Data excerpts
----
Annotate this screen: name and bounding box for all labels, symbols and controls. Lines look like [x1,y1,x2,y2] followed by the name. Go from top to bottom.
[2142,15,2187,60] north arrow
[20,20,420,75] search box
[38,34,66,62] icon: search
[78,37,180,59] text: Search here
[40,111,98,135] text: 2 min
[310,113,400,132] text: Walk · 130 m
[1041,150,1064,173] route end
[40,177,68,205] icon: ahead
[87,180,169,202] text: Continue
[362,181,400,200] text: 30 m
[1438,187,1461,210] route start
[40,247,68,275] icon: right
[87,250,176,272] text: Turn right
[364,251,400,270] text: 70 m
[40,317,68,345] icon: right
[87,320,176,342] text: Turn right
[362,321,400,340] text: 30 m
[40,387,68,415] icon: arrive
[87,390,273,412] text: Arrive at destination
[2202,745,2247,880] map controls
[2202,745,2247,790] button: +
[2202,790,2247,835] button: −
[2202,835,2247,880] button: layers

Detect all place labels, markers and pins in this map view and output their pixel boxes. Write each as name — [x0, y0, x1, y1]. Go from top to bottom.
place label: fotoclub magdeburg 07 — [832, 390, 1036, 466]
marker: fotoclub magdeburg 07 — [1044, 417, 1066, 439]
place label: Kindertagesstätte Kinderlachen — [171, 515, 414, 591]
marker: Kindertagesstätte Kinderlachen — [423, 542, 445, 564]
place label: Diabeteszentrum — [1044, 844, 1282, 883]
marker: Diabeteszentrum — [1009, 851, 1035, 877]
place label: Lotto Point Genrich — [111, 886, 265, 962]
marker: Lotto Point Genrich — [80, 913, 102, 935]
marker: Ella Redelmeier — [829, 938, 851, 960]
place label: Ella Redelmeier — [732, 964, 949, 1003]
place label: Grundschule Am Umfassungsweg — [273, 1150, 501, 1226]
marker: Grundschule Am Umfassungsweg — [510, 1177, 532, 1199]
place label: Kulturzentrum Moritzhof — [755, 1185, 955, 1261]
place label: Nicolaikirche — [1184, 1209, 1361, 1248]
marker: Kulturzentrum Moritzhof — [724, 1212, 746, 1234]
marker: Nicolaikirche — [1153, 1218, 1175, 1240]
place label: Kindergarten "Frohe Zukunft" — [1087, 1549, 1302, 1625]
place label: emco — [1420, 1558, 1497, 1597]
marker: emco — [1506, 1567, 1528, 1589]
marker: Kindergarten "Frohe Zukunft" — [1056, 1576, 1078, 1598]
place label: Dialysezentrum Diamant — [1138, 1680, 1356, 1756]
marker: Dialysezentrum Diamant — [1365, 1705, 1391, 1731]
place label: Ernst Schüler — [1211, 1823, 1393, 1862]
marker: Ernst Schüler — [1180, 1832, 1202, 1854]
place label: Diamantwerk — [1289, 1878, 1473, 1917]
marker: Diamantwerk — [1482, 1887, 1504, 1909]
----
Would you set down all of the entries again, word for word?

Annotate this screen: name and bounding box for all labels, symbols and controls. Lines look like [x1,y1,x2,y2] followed by the name. Go from top to bottom.
[2142,15,2187,60] north arrow
[20,20,420,75] search box
[38,34,66,62] icon: search
[78,37,180,59] text: Search here
[40,111,98,135] text: 2 min
[310,113,400,132] text: Walk · 130 m
[1041,150,1064,173] route end
[40,177,68,205] icon: ahead
[87,180,169,202] text: Continue
[362,181,400,200] text: 30 m
[1438,187,1461,210] route start
[40,247,68,275] icon: right
[87,250,176,272] text: Turn right
[364,251,400,270] text: 70 m
[40,317,68,345] icon: right
[87,320,176,342] text: Turn right
[362,321,400,340] text: 30 m
[40,387,68,415] icon: arrive
[87,390,273,412] text: Arrive at destination
[2202,745,2247,880] map controls
[2202,745,2247,790] button: +
[2202,790,2247,835] button: −
[2202,835,2247,880] button: layers

Detect all place labels, markers and pins in this map view and output their pixel boxes. Write each as name — [x0, y0, x1, y1]. Go from top to bottom.
place label: fotoclub magdeburg 07 — [832, 390, 1036, 466]
marker: fotoclub magdeburg 07 — [1044, 417, 1066, 439]
place label: Kindertagesstätte Kinderlachen — [171, 515, 414, 591]
marker: Kindertagesstätte Kinderlachen — [423, 542, 445, 564]
place label: Diabeteszentrum — [1044, 844, 1282, 883]
marker: Diabeteszentrum — [1009, 851, 1035, 877]
place label: Lotto Point Genrich — [111, 886, 265, 962]
marker: Lotto Point Genrich — [80, 913, 102, 935]
marker: Ella Redelmeier — [829, 938, 851, 960]
place label: Ella Redelmeier — [732, 964, 949, 1003]
place label: Grundschule Am Umfassungsweg — [273, 1150, 501, 1226]
marker: Grundschule Am Umfassungsweg — [510, 1177, 532, 1199]
place label: Kulturzentrum Moritzhof — [755, 1185, 955, 1261]
place label: Nicolaikirche — [1184, 1209, 1361, 1248]
marker: Kulturzentrum Moritzhof — [724, 1212, 746, 1234]
marker: Nicolaikirche — [1153, 1218, 1175, 1240]
place label: Kindergarten "Frohe Zukunft" — [1087, 1549, 1302, 1625]
place label: emco — [1420, 1558, 1497, 1597]
marker: emco — [1506, 1567, 1528, 1589]
marker: Kindergarten "Frohe Zukunft" — [1056, 1576, 1078, 1598]
place label: Dialysezentrum Diamant — [1138, 1680, 1356, 1756]
marker: Dialysezentrum Diamant — [1365, 1705, 1391, 1731]
place label: Ernst Schüler — [1211, 1823, 1393, 1862]
marker: Ernst Schüler — [1180, 1832, 1202, 1854]
place label: Diamantwerk — [1289, 1878, 1473, 1917]
marker: Diamantwerk — [1482, 1887, 1504, 1909]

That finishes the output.